Llegados a este punto, y antes de que alguien pueda tacharme de madrileñófobo (término que todavía no contempla el diccionario por no alentar a las masas), les dirá que yo soy un enamorado de Madrid, de una gran parte de sus gentes y hasta de alguna que otra dirigente con demasiados pájaros en la cabeza y sonrisa de faraona, que es el tipo de mujer que más me atrae en esta recién estrenada fase de decadencia. Isabel Díaz Ayuso es como Nerón pero en mocita madrileña: atractiva por peligrosa, de corte clásico y demencial, muy votable en caso de que uno estuviese censado en Chueca o Chamberí. Su forma de hacer política me provoca un terror incontrolable y al mismo tiempo hipnótico, como la visión de una niña pequeña jugando con cerillas, pero tiene algo de liberal inconsciente que por fuerza atrae a los que vamos por la vida pensando que nada malo nos puede pasar.

Esta nevada histórica del pasado fin de semana ha servido para poner de relieve los defectos y virtudes de un pueblo que se parece a su presidenta más de lo que, prácticamente la mitad de su conjunto, estaría dispuesto a reconocer. Ante las desgracias, y a falta de medios o políticas de choque, sacan a relucir su cara más divertida, más afable, más humana. España entera se preocupa por lo que pueda pasar con esa pobre gente, alertada por los informativos y un miedo ancestral a las catástrofes climáticas, y ellos se lanzan a la calle para bailar la conga, esquiar por la Castellana, pasear disfrazados de dinosaurios, construir iglús o darse una vuelta en trineo de tiro por las afueras. Si París era un fiesta, como aseguraba Hemingway, Madrid es una bacanal como no hay otra igual en el mundo, un auténtico despelote, se ponga la Generación Perdida como se ponga.

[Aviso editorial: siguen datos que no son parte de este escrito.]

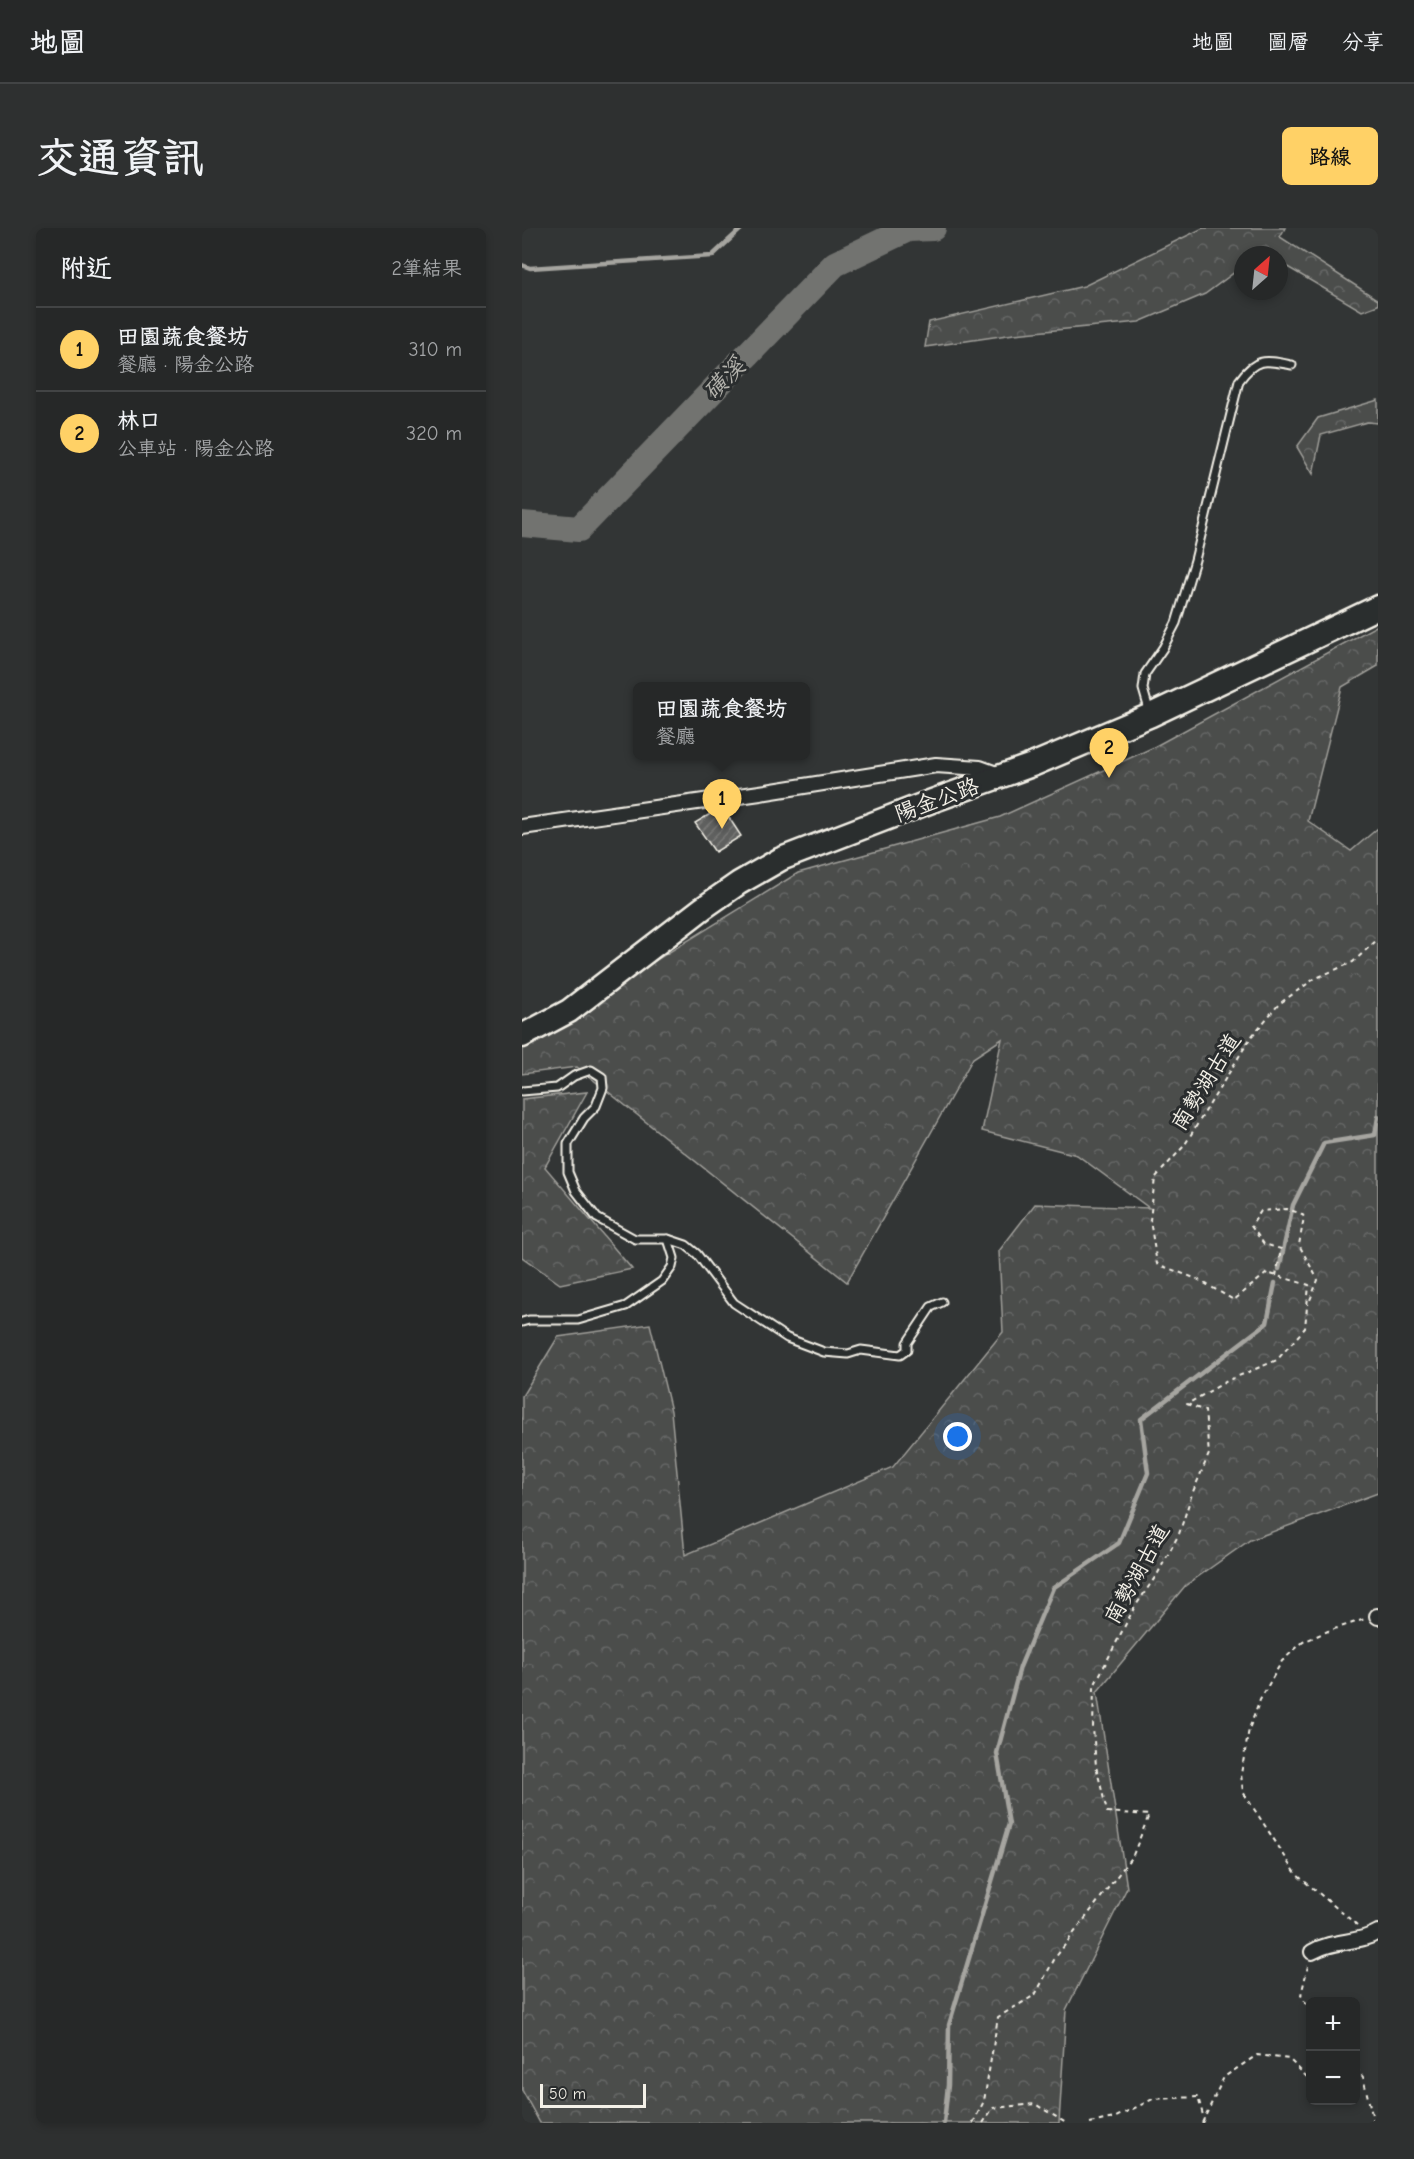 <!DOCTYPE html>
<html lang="zh-TW">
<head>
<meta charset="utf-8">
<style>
	body { margin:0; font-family:"Comic Neue","LXGW WenKai TC",sans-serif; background:#2e3030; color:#f1f3f6 }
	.controls { position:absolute; right:18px; bottom:18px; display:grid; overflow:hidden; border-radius:9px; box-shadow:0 3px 9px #0003 }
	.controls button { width:54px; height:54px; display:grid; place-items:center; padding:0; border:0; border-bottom:2px solid #424445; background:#262828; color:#f1f3f6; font:30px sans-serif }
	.compass { position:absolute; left:712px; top:18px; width:54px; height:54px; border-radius:50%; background:#262828; box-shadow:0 3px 9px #0003; rotate:27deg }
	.scale { position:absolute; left:18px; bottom:15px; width:106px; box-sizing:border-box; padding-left:6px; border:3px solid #f4f1e8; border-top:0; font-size:16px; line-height:21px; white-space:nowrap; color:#f4f1e8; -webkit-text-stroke:4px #2a2d2e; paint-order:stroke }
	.you { position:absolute; left:436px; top:1209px; width:21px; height:21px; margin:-15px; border:4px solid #fff; border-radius:50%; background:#1a73e8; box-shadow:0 0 0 9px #1a73e833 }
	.badge { display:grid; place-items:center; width:39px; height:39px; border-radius:50%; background:#ffd166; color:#111; font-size:20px; font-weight:700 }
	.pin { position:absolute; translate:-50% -50px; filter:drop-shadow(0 2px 3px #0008) }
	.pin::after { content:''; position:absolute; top:32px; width:21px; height:18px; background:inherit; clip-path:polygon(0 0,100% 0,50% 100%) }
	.popup { position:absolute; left:111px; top:454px; width:177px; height:78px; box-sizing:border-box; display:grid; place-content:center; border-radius:9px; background:#262828; filter:drop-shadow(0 2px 4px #0005); font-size:20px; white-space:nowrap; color:#a4a6a8 }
	.popup b { font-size:22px; color:#f1f3f6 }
	.popup::after { content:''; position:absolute; left:50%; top:100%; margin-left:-12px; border:12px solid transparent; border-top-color:#262828 }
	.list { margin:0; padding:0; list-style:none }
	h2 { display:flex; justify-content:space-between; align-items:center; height:78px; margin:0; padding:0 24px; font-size:26px }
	h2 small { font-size:20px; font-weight:400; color:#a4a6a8 }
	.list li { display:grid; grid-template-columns:39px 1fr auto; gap:18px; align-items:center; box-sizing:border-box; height:84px; padding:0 24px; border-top:2px solid #424445 }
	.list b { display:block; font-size:22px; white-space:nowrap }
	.list p { margin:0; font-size:20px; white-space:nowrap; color:#a4a6a8 }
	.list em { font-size:20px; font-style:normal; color:#a4a6a8 }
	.map { position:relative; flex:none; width:856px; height:1895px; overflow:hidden; border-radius:9px }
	header { display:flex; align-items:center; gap:36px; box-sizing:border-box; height:84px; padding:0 30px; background:#262828; border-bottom:2px solid #424445 }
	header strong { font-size:28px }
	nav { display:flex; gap:33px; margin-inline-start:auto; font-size:21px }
	.intro { display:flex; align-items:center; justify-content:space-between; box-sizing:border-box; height:144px; padding:0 36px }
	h1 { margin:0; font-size:42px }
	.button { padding:15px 27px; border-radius:9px; background:#ffd166; color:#111; font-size:21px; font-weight:700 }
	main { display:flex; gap:36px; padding:0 36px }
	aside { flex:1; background:#262828; border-radius:9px; box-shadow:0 3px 9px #0003 }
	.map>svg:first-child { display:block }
</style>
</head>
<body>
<header>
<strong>地圖</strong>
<nav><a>地圖</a><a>圖層</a><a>分享</a></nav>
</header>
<div class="intro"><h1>交通資訊</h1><a class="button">路線</a></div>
<main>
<aside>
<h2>附近<small>2筆結果</small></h2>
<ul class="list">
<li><span class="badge">1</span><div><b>田園蔬食餐坊</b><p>餐廳 · 陽金公路</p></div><em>310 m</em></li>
<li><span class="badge">2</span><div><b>林口</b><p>公車站 · 陽金公路</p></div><em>320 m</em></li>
</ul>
</aside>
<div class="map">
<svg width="856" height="1895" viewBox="0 0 856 1895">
	<defs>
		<pattern id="forest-crowns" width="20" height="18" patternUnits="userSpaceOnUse" patternTransform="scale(1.5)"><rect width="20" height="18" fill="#4b4d4c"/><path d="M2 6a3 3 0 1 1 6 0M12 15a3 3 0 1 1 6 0" fill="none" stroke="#666766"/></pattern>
		<pattern id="building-hatch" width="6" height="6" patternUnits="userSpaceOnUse" patternTransform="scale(1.5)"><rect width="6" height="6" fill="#5f605f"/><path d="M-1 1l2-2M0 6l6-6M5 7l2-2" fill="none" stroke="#777776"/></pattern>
	</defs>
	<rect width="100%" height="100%" fill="#323535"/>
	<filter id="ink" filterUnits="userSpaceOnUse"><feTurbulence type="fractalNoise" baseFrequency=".0167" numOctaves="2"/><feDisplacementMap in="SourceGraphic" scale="12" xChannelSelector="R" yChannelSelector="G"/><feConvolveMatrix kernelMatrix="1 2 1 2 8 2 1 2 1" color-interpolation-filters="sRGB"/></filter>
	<g filter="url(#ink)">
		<g fill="url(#forest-crowns)" stroke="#a09f9a" stroke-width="1.5">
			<polygon points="681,0 763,0 758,9 856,72 856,77 840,83 757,34 757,27 745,27 739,24 735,27 721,27 721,38 683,66 617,94 492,106 403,119 407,94 562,58"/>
			<polygon points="856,172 856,195 845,194 799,207 791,246 775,219 796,190"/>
			<polygon points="856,397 856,438 820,459 786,593 829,623 856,600 856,1265 728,1312 663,1358 575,1464 605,1660 544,1782 537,1895 18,1895 0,1862 0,1168 36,1109 128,1096 149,1183 163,1327 371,1239 481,1104 477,1023 513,976 627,980 555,927 460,903 480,811 451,830 325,1054 55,839 0,846 0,819 4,812 276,645 478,589 630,520"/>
			<polygon points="65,864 23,939 110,1041 38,1056 0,1029 0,871"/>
		</g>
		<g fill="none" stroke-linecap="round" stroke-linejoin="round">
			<g stroke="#a6a5a0" stroke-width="4.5">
				<polyline points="381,0 386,1"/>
				<polyline points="0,37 8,40 190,28 220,0"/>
				<polyline points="757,1041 771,977 802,915 853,907 856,889"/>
				<polyline points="422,1895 426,1857 427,1797 487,1596 475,1525 498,1439 531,1360 597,1315 626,1245 619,1191 745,1095 753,1055"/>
			</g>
			<polyline stroke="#727370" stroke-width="26" points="0,296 57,301 313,36 386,1 411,0"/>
		</g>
		<polygon fill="url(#building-hatch)" stroke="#f4f1e8" stroke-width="1.5" points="200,579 219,608 193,624 173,595"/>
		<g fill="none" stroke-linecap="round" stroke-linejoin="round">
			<g stroke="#f4f1e8" stroke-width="11">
				<g id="service">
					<path d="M628 485 621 461 623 446 641 420 654 395 673 332 717 153C734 129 743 132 770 137"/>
					<polyline points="0,863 35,860 52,848 69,842 80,849 81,860 74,878 62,890 46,916 46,944 54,963 75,990 113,1011 146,1011 164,1017 175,1026 212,1075 265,1110 302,1124 326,1126 339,1122 378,1127 385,1122 385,1115 409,1079 420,1074"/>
					<polyline points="0,1094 7,1092 56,1092 104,1078 140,1053 150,1039 152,1030 146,1011"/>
				</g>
			</g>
			<g stroke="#f4f1e8" stroke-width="18">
				<g id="minor">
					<polyline points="0,599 238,565 414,537 458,540 480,548"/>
					<polyline points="855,1388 856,1389"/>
					<path d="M790 1724C812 1711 837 1716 856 1704"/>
				</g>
			</g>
			<g stroke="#f4f1e8" stroke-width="27">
				<polyline id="primary" points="0,808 47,783 181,680 217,655 259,631 410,573 510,537 629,487 856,379"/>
			</g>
			<g stroke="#f4f1e8" stroke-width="2" stroke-dasharray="4.5 4.5" stroke-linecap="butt">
				<polyline points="754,1048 759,1021 742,1016 729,998 739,983 765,981 780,986 782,989 777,1017 796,1052 786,1077"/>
				<polyline points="835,1697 775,1647 721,1564 719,1546 727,1501 738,1472 760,1433 781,1414 806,1403 843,1391"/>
				<polyline points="786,1738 779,1767 788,1783"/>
				<polyline points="834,1840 841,1849 852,1895"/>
				<polyline points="451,1895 462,1873 476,1789 513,1767 533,1730 611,1627 627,1587 585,1584 574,1538 571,1500 572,1458 612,1380 636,1345 657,1306 670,1266 687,1226 683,1183 665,1176 707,1152 755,1132 783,1100 787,1057 745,1045 712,1072 675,1051 635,1036 628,992 633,950 662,918 729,809 757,776 792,751 831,734 856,711"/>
				<polyline points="461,1895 471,1880 513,1876 544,1895"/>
				<polyline points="568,1895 592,1890 631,1871 676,1869 682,1891"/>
				<polyline points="680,1895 702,1849 735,1827 767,1831 788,1852"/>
			</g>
			<use href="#service" stroke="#2a2d2e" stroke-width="7"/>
			<use href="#minor" stroke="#2a2d2e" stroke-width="14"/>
			<use href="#primary" stroke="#2a2d2e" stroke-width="22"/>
		</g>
	</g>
	<g text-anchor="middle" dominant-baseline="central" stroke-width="6" stroke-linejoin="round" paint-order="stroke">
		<g font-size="22" fill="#f4f1e8" stroke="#2a2d2e">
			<text transform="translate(415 572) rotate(-20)">陽金公路</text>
			<text transform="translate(684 854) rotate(-58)">南勢湖古道</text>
			<text transform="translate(615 1346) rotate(-61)">南勢湖古道</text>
		</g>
		<g font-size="24" font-style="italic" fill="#b3b2ac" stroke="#2a2d2e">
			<text transform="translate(202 151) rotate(-46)">磺溪</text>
		</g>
	</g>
</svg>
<div class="controls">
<button>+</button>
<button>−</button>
</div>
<svg class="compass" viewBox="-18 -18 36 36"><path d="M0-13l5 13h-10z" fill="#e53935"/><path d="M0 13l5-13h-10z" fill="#a4a6a8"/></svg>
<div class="scale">50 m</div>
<div class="you"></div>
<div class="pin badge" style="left:200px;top:601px">1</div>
<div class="popup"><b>田園蔬食餐坊</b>餐廳</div>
<div class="pin badge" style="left:587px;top:550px">2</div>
</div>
</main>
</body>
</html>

Xosé Hermida, que no debería necesitar ni de presentación, suele decir que "en Madrid no hay ni buenas patatas ni humildad". Y tiene razón, como siempre. Lo primero se echa mucho en falta cuando uno atraviesa el Padornelo, pero lo segundo ni siquiera se les puede achacar como defecto pues tienen la extraña capacidad de convertirlo en virtud, como esos perros de exposición que ven el charco de barro y olvidan su principal cometido. Les sobran banderas, es cierto. Y también algún que otro club en Primera y Segunda División. Pero son tan humanos, tan fallidos en el intento de construir una identidad colectiva, que uno no puede menos que sentirse madrileño en cuanto pone un pie en Malasaña, por nombrar algún barrio conocido por su ambiente nocturno. A veces pienso que por eso cuelgan tanto trapo de las paredes: para poder salir a la calle sin entretenerse en explicaciones y poder así centrarse en lo verdaderamente importante, que es vivir como madrileños por si la muerte te alcanza como español.